What is being asked
In the records, each line holding "buttons" must be reported.

Supplied material
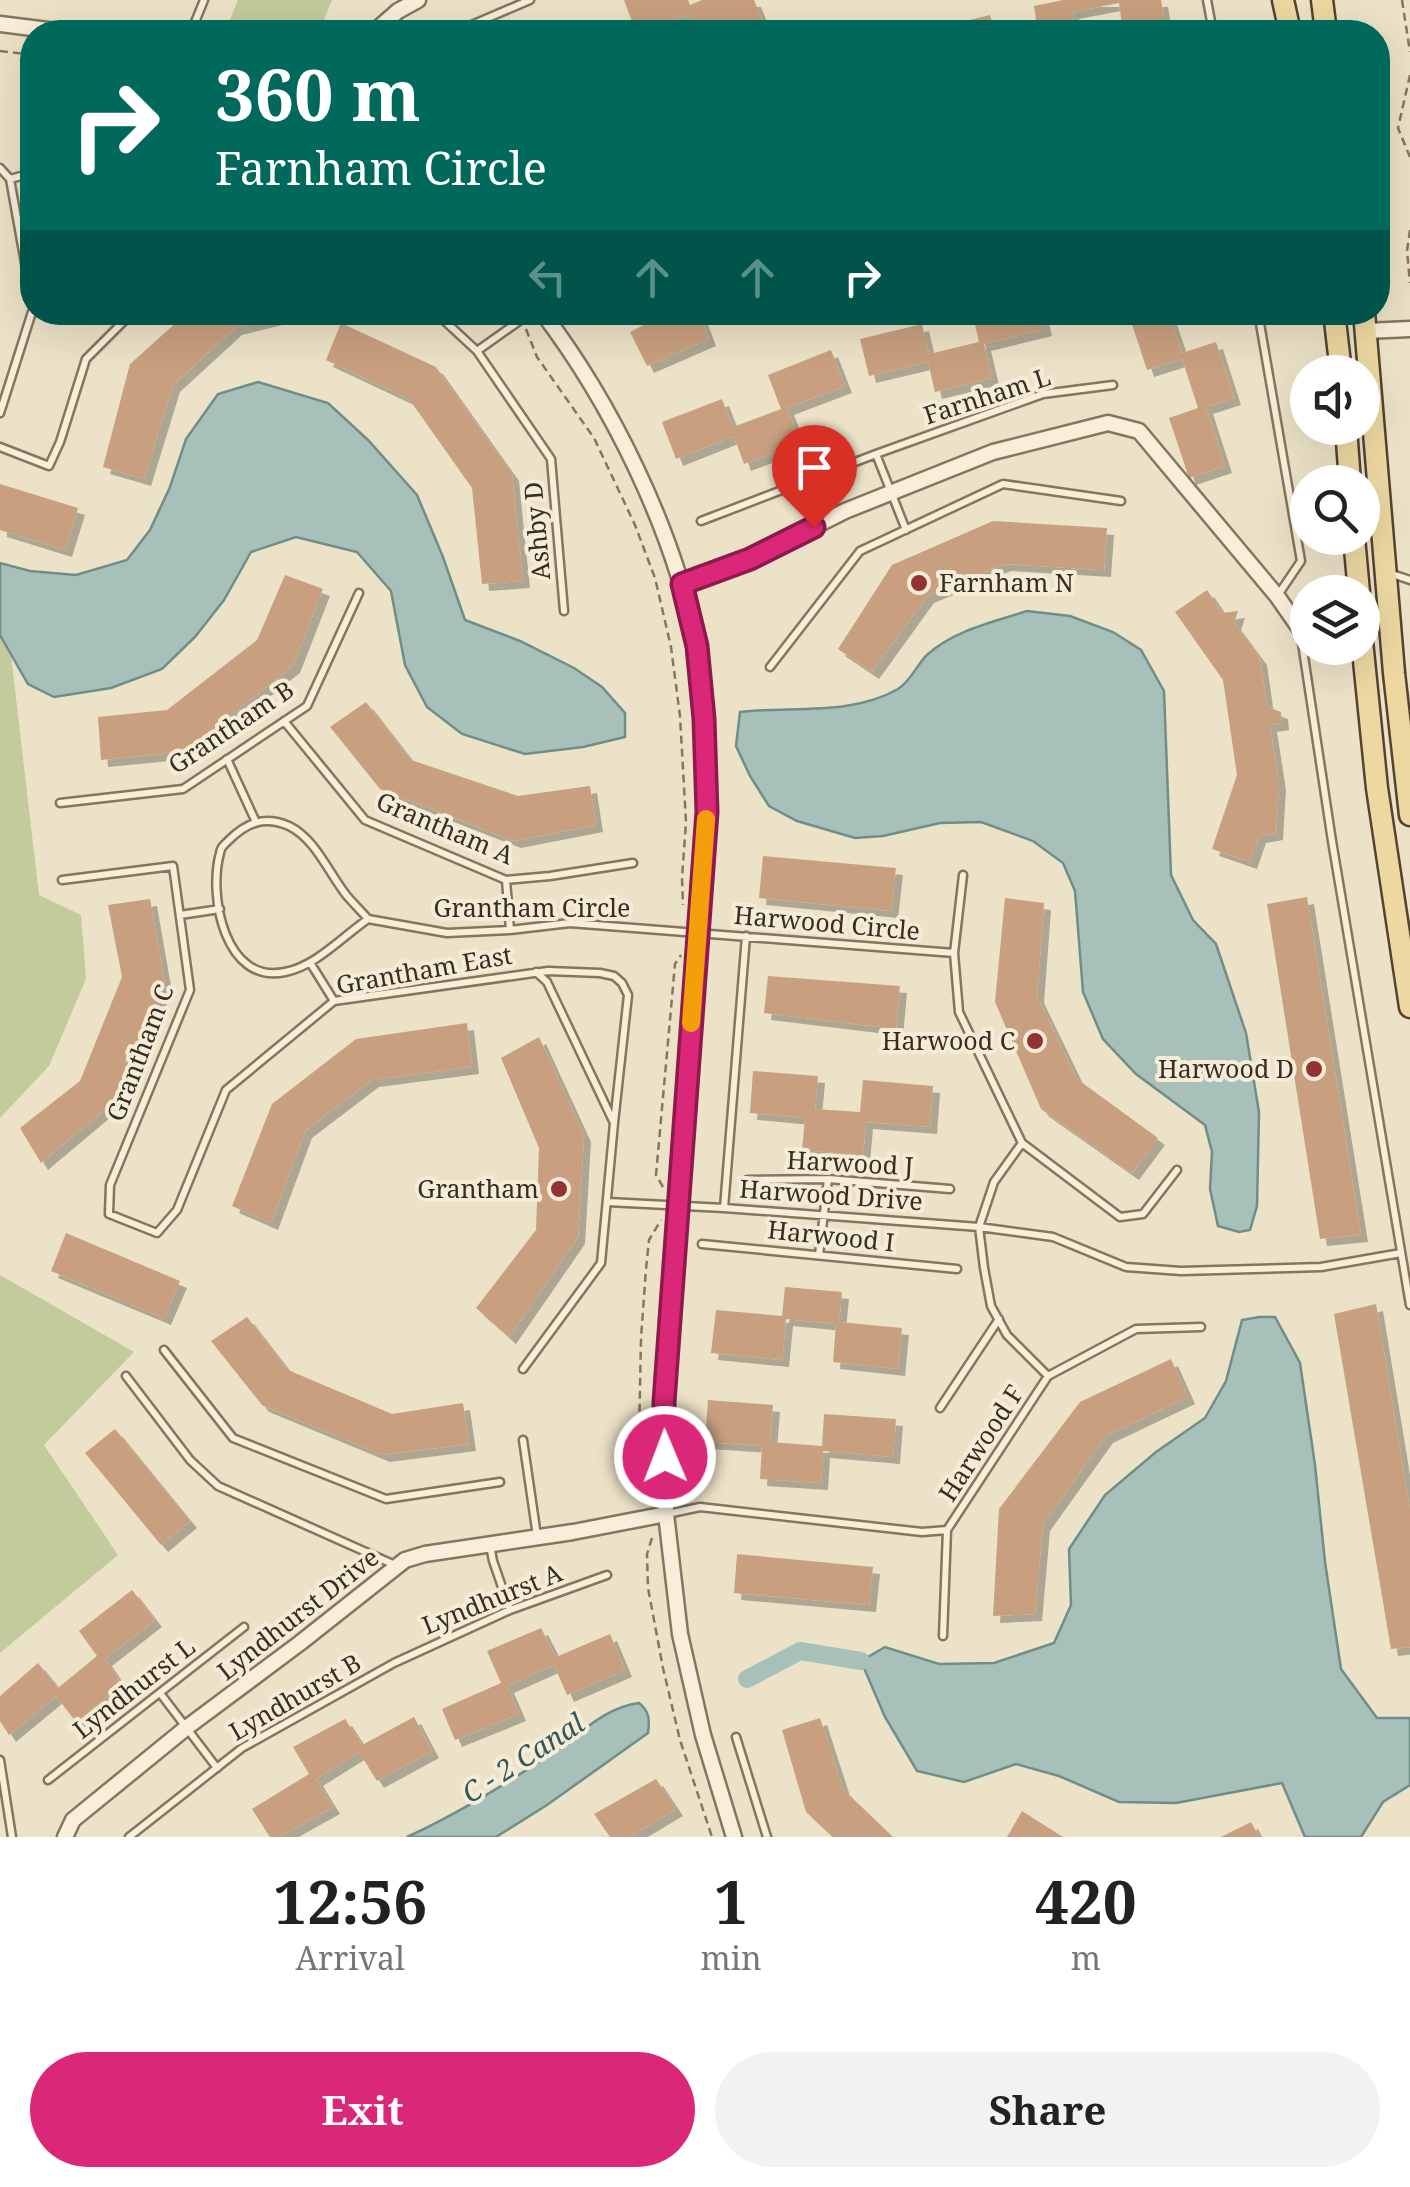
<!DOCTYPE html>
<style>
:root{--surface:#fff;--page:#f2f2f2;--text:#222;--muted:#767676;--accent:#db2777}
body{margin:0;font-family:"Noto Serif",serif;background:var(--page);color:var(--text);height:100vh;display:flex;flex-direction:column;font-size:38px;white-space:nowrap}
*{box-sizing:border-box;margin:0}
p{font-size:32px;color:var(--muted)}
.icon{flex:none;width:55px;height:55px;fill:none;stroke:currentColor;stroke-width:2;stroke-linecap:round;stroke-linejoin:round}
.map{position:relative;height:1837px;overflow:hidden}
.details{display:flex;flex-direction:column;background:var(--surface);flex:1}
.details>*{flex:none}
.top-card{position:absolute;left:20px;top:20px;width:1370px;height:305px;border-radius:40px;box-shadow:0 10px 40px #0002;background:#00695c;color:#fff;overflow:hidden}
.buttons{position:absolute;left:1290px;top:355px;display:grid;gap:20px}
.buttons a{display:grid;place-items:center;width:90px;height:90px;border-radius:50%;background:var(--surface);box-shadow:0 10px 40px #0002;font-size:50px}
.pin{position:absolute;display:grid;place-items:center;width:85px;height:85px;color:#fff;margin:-102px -42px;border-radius:50% 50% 50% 0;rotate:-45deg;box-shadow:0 0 10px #0007}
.pin .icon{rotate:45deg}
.me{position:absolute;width:110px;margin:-55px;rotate:359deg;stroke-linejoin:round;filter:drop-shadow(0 0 8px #0008)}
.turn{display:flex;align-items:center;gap:35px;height:210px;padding:0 30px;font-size:45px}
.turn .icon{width:130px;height:130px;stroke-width:2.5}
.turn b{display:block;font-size:70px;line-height:85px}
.lanes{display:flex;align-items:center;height:95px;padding:0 30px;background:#0003;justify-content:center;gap:50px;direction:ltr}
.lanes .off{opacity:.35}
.eta{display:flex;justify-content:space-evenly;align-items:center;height:170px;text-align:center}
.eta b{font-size:60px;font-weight:700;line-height:70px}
.button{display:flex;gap:20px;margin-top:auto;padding:20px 30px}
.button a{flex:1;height:115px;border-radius:60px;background:var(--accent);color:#fff;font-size:40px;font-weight:700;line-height:115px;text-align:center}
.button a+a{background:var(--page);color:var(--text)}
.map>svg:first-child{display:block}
</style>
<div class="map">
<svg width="1410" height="1837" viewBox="0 0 1410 1837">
<defs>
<filter id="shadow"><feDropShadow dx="7" dy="7" stdDeviation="0" flood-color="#0004"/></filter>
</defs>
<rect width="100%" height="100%" fill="#ece2c7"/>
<path fill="#c3ca9c" d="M238,0H332L319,32H225Z
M0,561L39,895L81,915L86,979L49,1066L0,1118Z
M0,1275L134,1352L44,1445L118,1555L0,1653Z"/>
<path fill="#a8c0ba" stroke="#6f8e88" stroke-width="2.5" d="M258,382L328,403L368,440L417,495L443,557L465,620L520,641L574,668L602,687L625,713V737L583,747L525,754L462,734L427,707L405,665L391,591L357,552L296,537L251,552L224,600L195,637L162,669L111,688L54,697L28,684L0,635V563L30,571L76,575L127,560L150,530L170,487L186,439L218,394Z
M1027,611L1070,616L1113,632L1141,650L1164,691L1171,875L1193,920L1216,944L1246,1033L1259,1112L1257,1206L1250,1230L1239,1232L1218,1226L1210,1189L1212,1152L1205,1125L1136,1074L1103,1039L1083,992L1075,891L1063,863L1033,841L981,822L940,823L883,836L855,838L797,821L769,806L750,776L736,746L740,712C792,706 851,716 898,689C911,681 917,664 928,654C955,630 994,622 1027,611Z
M1259,1317H1275L1300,1363L1315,1465L1325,1562L1341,1669L1377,1718H1410V1785L1383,1802L1361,1837H1305L1282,1783L1176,1803L1119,1802L1059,1776L1016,1764L964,1782L917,1771L885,1717L861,1661L885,1647L939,1664L994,1663L1054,1643L1071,1605L1069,1549L1105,1495L1156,1452L1205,1418L1226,1381L1242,1320Z
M639,1703C649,1711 650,1719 648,1733L547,1805L496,1837H407C457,1814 506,1784 551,1754C579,1735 605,1707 639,1703Z"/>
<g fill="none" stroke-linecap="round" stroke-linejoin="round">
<path stroke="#a8c0ba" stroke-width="18" d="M747,1679L800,1651L861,1661"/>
</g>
<path fill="#c8a07f" filter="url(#shadow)" d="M624,0H688L690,5L702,0H754L762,20L729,32H697L690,14L643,32H636Z
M1063,0H1161L1166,32H1123L1119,3L1072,12L1076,32H1038L1034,6Z
M990,15L995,32H924V31Z
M188,312L292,314L235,328L173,385L144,479L103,467L130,364Z
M669,312H699L709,339L647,366L630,332Z
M972,312H1041L1045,329L984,344L992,378L935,392L928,362L869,376L860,339L922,324L929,354L979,342Z
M1128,312H1168L1182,353L1216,342L1234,398L1206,407L1225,466L1189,478L1169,418L1198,408L1182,359L1147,370Z
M341,323L436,367L512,474L523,581L482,584L472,488L409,399L326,360Z
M831,350L845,386L787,408L800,443L744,464L734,436L676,459L662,422L722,399L733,427L781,409L768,375Z
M0,484L78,508L65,550L0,530Z
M993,521L1107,528L1104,570L1004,564L927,596L872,672L838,649L892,565Z
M285,575L323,589L293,666L184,752L101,760L98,717L167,710L257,640Z
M1207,590L1223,613L1238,611L1234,623L1260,658L1267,707L1281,712L1282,723L1270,725L1279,783L1276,833L1259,836L1250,862L1212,849L1237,775L1223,680L1175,612Z
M366,702L411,760L518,796L590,786L596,825L514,841L380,789L330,727Z
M763,856L896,868L891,911L759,898Z
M1307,897L1361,1235L1320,1239L1267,904Z
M1005,898L1044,903L1037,996L1077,1079L1158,1138L1132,1173L1041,1109L995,1002Z
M150,899L165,985L116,1100L41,1163L20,1128L80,1081L122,977L108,905Z
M768,976L900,986L896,1029L764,1013Z
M467,1023L472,1067L372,1080L305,1131L271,1223L232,1206L272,1104L356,1039Z
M539,1037L584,1135L578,1237L509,1337L476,1308L536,1230L539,1148L501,1058Z
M753,1071L818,1076L815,1109L860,1112L863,1080L933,1086L930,1127L866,1122L863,1155L802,1150L805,1118L750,1113Z
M66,1233L180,1281L164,1318L51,1271Z
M785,1287L842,1292L839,1322L902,1328L898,1369L833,1362L836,1324L786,1319L782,1360L711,1353L716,1310L782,1316Z
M1376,1304L1410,1510V1647L1391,1649L1334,1314Z
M247,1317L288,1370L392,1414L463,1403L469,1444L383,1455L262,1405L211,1341Z
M1171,1359L1188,1397L1106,1436L1043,1524L1035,1614L993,1616L999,1509L1080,1402Z
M708,1400L773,1405L770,1442L822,1446L824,1414L896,1419L893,1457L823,1451L821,1483L760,1479L762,1446L705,1442Z
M115,1429L190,1521L161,1545L85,1453Z
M737,1554L873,1567L869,1605L734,1593Z
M132,1590L155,1620L105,1659L122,1685L76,1722L56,1696L9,1735L0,1721V1696L38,1663L58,1688L97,1656L79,1631Z
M541,1628L556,1657L610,1634L625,1670L567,1695L554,1665L507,1686L519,1714L455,1740L442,1709L501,1683L487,1651Z
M414,1717L432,1751L377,1781L359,1752L316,1779L333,1807L279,1837H270L252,1809L309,1774L293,1747L345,1719L362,1745Z
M820,1718L843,1789L893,1837H833L806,1812L782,1730Z
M656,1779L676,1809L629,1837H610L594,1814Z
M1022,1811L1063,1837H1007Z
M1251,1822L1259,1837H1221Z"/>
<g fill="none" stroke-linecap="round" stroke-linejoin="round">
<defs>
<path id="service" d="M1207,0L1213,32
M191,32L204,0
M455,32L530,0
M0,168L10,179L32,302
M10,179L32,173
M19,226L32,223
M435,312L477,351L551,459L564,611
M1258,312L1301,561L1278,595
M477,351L532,312
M0,413L32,312
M0,447L49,466L60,442L86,359L133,312
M876,454L906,530
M701,521L876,454L1043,394L1113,385
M1392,574L1410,580
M1300,630L1332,841L1410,1305
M770,667L860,551L1003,484L1121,501
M284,721L365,820L506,880L550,876L633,863
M227,759L255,820
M60,803L183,789L307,706L359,593
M963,875L954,953L959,1012L1022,1143L994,1182L979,1227L984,1268L991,1306L1007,1335L1048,1376
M62,880L173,866L190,990L110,1185L109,1214L157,1233L177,1210L226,1090L334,1001L548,971L600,973L614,976L622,983L628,995L614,1123
M506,880L510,930
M180,915L220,909
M368,919C361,911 354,904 347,896C329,874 316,839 289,826C264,815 246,823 228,841C223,846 221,847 220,853C208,896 225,985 285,972C316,966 342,937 368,919L447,933L510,930L570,923L954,953
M311,964L334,1001
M1022,1143L1120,1217L1143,1214L1177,1170
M747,1180L828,1179L950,1189
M608,1202L724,1208L979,1227L1053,1237L1126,1267L1181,1271L1321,1267L1401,1253
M724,1208L746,936
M702,1244L957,1269
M819,1255L828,1179
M164,1350L233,1438L386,1499L500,1482
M523,1369L601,1263L614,1123L547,982L536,972
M126,1376L190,1460L218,1486L395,1565
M940,1408L999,1319
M523,1440L537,1536
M667,1514L700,1507L922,1532L947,1530
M490,1545L493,1561L510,1610
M943,1636L947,1530L1048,1376L1136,1329L1201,1327
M160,1693L217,1768
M736,1737L767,1837
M0,1760L12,1837
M48,1780L244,1627
M129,1837L242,1748L394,1663L510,1610L607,1575"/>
<path id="minor" d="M0,24L64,32
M374,32L398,11L418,0
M542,312C612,404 673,529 696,643C707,698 705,756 707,811L664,1401L666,1514L680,1634L703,1735L734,1837
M1366,331L1410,329
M681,584L750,559L845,511L993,452L1108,423L1139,431L1277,596L1300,629
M65,1837L73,1820L186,1728L300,1643L405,1560L425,1554L573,1532L666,1514"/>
<path id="primary" d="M1283,0L1290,32
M1322,0L1326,32
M1334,312L1341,372
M1364,312L1394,673L1410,815
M1346,428L1350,482
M1354,538L1359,592
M1362,641L1377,788L1410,1007"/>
</defs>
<use href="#service" stroke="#87755e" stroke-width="11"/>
<use href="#minor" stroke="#87755e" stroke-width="19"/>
<use href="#primary" stroke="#554331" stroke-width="25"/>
<path stroke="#87755e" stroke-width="2.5" stroke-dasharray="8 5" stroke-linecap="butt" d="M1402,0L1410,52
M0,51L32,55
M1410,75L1398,128L1410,157
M1410,230L1407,251L1410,283
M526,329L537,357L594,438L635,525L655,578L671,647L680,716L686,822L682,878L683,905
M663,1187L656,1175L675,964L681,955
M645,1501L638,1487L641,1338L646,1269L649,1240L661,1220
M652,1538L647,1554L648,1588L663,1668L680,1740L712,1837"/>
<use href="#service" stroke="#f7efda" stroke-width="6"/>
<use href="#minor" stroke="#f7efda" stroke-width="14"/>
<use href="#primary" stroke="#edd8a2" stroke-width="20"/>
</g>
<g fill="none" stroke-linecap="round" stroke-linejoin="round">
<defs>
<path id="route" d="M665,1457L664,1402L707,812L704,719L697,646L682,584L750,559L814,527"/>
</defs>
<use href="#route" stroke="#8e194d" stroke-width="25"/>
<use href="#route" stroke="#db2777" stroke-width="18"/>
<path stroke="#f59e0b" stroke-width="18" d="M691,1023L706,819"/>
</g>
<g fill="#933331" stroke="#f4ecd7" stroke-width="4">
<circle cx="919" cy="583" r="10"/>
<circle cx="1035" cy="1041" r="10"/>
<circle cx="1314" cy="1069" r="10"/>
<circle cx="559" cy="1189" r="10"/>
</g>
<g text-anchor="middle" stroke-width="8" stroke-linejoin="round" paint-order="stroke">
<g font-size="25" fill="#382d20" stroke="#f4ecd7">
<text transform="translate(987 396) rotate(-18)" y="9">Farnham L</text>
<text transform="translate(537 531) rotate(-95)" y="9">Ashby D</text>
<text transform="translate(231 727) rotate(-34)" y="9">Grantham B</text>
<text transform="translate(445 828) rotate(23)" y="9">Grantham A</text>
<text x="532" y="917">Grantham Circle</text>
<text transform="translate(827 923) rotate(5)" y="9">Harwood Circle</text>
<text transform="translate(424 970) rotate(-10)" y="9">Grantham East</text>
<text transform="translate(140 1053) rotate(-69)" y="9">Grantham C</text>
<text transform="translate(850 1163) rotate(3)" y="9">Harwood J</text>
<text transform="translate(831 1195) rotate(4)" y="9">Harwood Drive</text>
<text transform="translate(831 1236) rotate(6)" y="9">Harwood I</text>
<text transform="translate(981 1443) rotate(-57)" y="9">Harwood F</text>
<text transform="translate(492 1599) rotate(-22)" y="9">Lyndhurst A</text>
<text transform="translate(298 1614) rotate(-38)" y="9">Lyndhurst Drive</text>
<text transform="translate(134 1688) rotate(-38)" y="9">Lyndhurst L</text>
<text transform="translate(295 1697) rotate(-30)" y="9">Lyndhurst B</text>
</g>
<g font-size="25" fill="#382d20" stroke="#f4ecd7" text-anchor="end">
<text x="939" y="592" text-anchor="start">Farnham N</text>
<text x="1015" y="1050">Harwood C</text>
<text x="1294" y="1078">Harwood D</text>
<text x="539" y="1198">Grantham</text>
</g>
<g font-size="28" font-style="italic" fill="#315756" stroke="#f4ecd7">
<text transform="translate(523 1758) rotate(-33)" y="10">C - 2 Canal</text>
</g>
</g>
</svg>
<div class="buttons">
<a><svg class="icon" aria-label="sound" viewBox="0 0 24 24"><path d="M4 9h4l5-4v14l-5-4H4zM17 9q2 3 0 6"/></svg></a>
<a><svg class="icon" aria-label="search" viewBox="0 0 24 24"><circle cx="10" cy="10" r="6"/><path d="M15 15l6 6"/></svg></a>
<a><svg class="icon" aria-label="layers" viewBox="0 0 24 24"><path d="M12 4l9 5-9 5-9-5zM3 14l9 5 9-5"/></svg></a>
</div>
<div class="pin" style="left:814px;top:527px;background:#d93025"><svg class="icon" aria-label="arrive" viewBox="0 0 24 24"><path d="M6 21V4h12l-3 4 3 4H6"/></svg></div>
<svg class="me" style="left:665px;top:1457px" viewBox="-20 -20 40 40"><circle r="17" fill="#db2777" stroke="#fff" stroke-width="3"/><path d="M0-11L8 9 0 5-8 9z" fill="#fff"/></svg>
<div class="top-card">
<div class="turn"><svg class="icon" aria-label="right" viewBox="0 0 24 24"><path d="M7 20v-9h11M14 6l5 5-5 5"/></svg><div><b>360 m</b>Farnham Circle</div></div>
<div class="lanes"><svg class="icon off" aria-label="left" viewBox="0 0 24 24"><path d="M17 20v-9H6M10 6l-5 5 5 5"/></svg><svg class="icon off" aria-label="ahead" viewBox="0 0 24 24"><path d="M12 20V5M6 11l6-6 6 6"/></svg><svg class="icon off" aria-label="ahead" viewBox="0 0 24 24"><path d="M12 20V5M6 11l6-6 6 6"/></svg><svg class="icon" aria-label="right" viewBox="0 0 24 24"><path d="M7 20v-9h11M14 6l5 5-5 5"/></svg></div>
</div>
</div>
<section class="details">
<div class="eta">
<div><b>12:56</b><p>Arrival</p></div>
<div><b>1</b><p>min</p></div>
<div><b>420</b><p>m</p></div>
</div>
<div class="button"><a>Exit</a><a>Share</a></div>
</section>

Written answer
.buttons{position:absolute;left:1290px;top:355px;display:grid;gap:20px}
.buttons a{display:grid;place-items:center;width:90px;height:90px;border-radius:50%;background:var(--surface);box-shadow:0 10px 40px #0002;font-size:50px}
<div class="buttons">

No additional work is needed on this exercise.